The victim's mother had stood to leave the courtroom as Landis approached the lectern, but hadn't reached the door before he finished speaking.
Diane Crowley's son was killed when his motorcycle slammed into Landis' truck on Wilmington Pike in Westtown Township as Landis pulled into oncoming traffic while heading home from a local bar. Landis' blood-alcohol level was more than three times the legal definition of drunken driving, authorities said.
Prosecutor Chuck Gaza said Landis was so incapacitated that he had leaned onto Crowley's body at the gasoline-soaked crash scene while holding a cigarette.
Diane Crowley, sobbing and shaking as she spoke to the judge Wednesday, said she wondered whether she would have lived life differently had she known Landis would kill her child.
"Would I have spent more time with him?

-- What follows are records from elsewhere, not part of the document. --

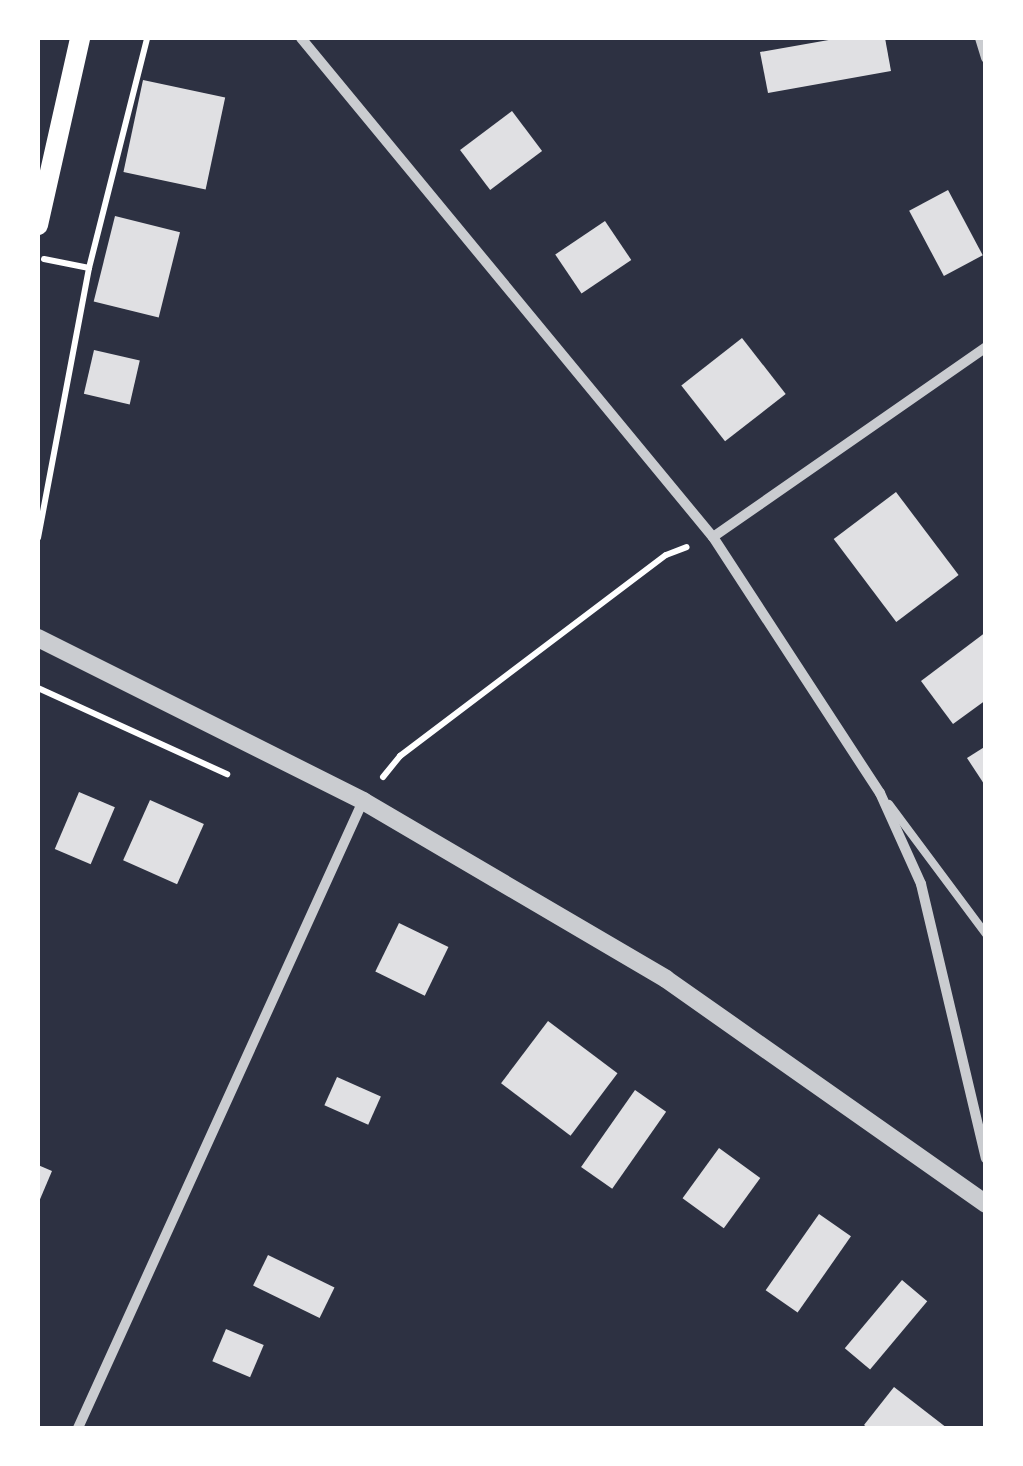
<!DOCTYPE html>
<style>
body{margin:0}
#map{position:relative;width:1023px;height:1466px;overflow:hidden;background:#2d3142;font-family:"Source Sans 3",sans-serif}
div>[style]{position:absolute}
.building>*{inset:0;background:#e0e0e3;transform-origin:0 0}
.path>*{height:6px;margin:-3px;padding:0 3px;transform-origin:3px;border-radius:3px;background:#fff}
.service>*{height:8px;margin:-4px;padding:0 4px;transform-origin:4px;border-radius:4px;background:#caccd0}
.minor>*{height:10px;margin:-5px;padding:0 5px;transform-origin:5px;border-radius:5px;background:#caccd0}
.tertiary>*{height:18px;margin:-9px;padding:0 9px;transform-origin:9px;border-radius:9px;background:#caccd0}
.secondary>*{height:20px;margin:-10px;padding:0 10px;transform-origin:10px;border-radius:10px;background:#fff}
span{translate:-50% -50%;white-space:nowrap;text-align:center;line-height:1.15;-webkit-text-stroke:10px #fff;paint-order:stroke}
.frame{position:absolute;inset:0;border:40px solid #fff;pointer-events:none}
</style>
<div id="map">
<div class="building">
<i style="clip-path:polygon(840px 38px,885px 38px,891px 71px,768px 93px,760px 52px)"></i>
<i style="left:143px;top:80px;width:84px;height:94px;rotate:12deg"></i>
<i style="left:512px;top:111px;width:50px;height:65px;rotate:53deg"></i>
<i style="left:948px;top:190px;width:74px;height:44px;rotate:62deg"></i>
<i style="left:115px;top:216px;width:67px;height:88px;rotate:14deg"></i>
<i style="left:605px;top:221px;width:47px;height:60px;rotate:56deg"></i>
<i style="left:742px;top:338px;width:71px;height:77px;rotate:52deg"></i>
<i style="left:94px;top:350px;width:47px;height:45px;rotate:13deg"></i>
<i style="left:896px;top:492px;width:104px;height:78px;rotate:53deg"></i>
<i style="clip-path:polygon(986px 632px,986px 700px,953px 724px,921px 681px)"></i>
<i style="clip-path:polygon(986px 746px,986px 787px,967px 758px)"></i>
<i style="left:79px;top:792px;width:39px;height:62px;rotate:23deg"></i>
<i style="left:150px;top:800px;width:59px;height:66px;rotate:24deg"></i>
<i style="left:399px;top:923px;width:55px;height:54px;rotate:26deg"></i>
<i style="left:548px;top:1021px;width:87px;height:78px;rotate:37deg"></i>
<i style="left:337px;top:1077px;width:48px;height:31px;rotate:24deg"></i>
<i style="left:635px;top:1090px;width:38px;height:94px;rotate:35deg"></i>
<i style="left:719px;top:1148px;width:51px;height:62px;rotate:36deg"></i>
<i style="clip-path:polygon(38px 1165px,52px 1171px,38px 1204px)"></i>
<i style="left:819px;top:1214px;width:39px;height:93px;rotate:35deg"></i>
<i style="left:268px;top:1255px;width:74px;height:34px;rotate:26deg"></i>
<i style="left:902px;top:1280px;width:33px;height:89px;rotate:40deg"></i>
<i style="left:226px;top:1329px;width:41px;height:35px;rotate:23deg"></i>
<i style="clip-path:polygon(894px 1387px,947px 1428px,868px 1428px,864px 1425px)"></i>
</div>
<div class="path">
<i style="left:44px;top:259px;width:46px;rotate:11.3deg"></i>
<i style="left:38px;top:538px;width:275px;rotate:-79.3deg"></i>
<i style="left:89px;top:268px;width:237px;rotate:-75.8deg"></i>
<i style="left:38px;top:688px;width:208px;rotate:24.5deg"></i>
<i style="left:383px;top:777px;width:27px;rotate:-51deg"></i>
<i style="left:400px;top:756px;width:333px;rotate:-37.1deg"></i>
<i style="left:666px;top:555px;width:22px;rotate:-21deg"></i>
</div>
<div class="service">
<i style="left:889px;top:804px;width:162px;rotate:53.3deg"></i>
</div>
<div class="minor">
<i style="left:301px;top:38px;width:647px;rotate:50.46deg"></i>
<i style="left:713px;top:537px;width:306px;rotate:56.9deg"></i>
<i style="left:880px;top:793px;width:100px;rotate:65.7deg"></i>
<i style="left:921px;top:884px;width:282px;rotate:76.7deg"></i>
<i style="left:980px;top:38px;width:21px;rotate:73deg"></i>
<i style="left:713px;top:537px;width:333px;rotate:-34.8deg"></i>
<i style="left:78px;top:1428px;width:689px;rotate:-65.56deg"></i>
</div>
<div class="tertiary">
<i style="left:38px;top:638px;width:364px;rotate:26.6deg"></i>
<i style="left:363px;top:801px;width:351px;rotate:30.4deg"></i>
<i style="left:666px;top:979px;width:391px;rotate:35.1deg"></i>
</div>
<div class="secondary">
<i style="left:38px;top:225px;width:192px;rotate:-77.3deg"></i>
</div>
<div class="frame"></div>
</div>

Would I have taught him and shared more with him? Shown more patience? Indulged him? Even spoiled him?" she asked.
She answered her questions, "Yes."
"Would I have loved him any more? No. I couldn't have."
The court stenographer dabbed at her eyes while typing the mother's words.
Landis logged his first DUI in 1981. With each that followed - in 1990, twice in 1997, once in 2002, 2005 and 2009 - he was given harsher penalties, court documents show. Each time, his license was suspended.
Landis drove regardless, and did not have a valid license the night of the 2013 crash, which took place about two years after he had finished serving his last DUI sentence.
He was sentenced Wednesday after pleading guilty to homicide by vehicle while intoxicated, driving under a suspended license while intoxicated, and causing an accident involving death or injury without a valid license.
Chester County District Attorney Thomas Hogan has used Landis' case to call for harsher mandatory minimum sentences for repeat DUI offenders who cause a crash that kills. The state's mandatory minimum for homicide by vehicle while driving under the influence is three to six years. Hogan has drafted legislation that would impose a seven-year mandatory minimum for each victim if the driver has been convicted of three previous DUIs.
Gaza spoke of the need for harsher laws Wednesday, but also said the judicial system failed to hold Landis accountable. Until he was sentenced for his seventh DUI in 2009 - a case also handled by Sarcione - Landis had not been given prison time.
Liam Crowley's father, Patrick, said his family struggled with whether to accept the plea agreement approved Wednesday, believing that it wasn't enough but knowing the limits of the courts.
The father said he planned to lobby for harsher legislation. None of that energy will go into feeling anger at Landis, because Landis doesn't deserve any effort, Patrick Crowley said.
"If it hadn't been my son," he said, "it would have been someone else."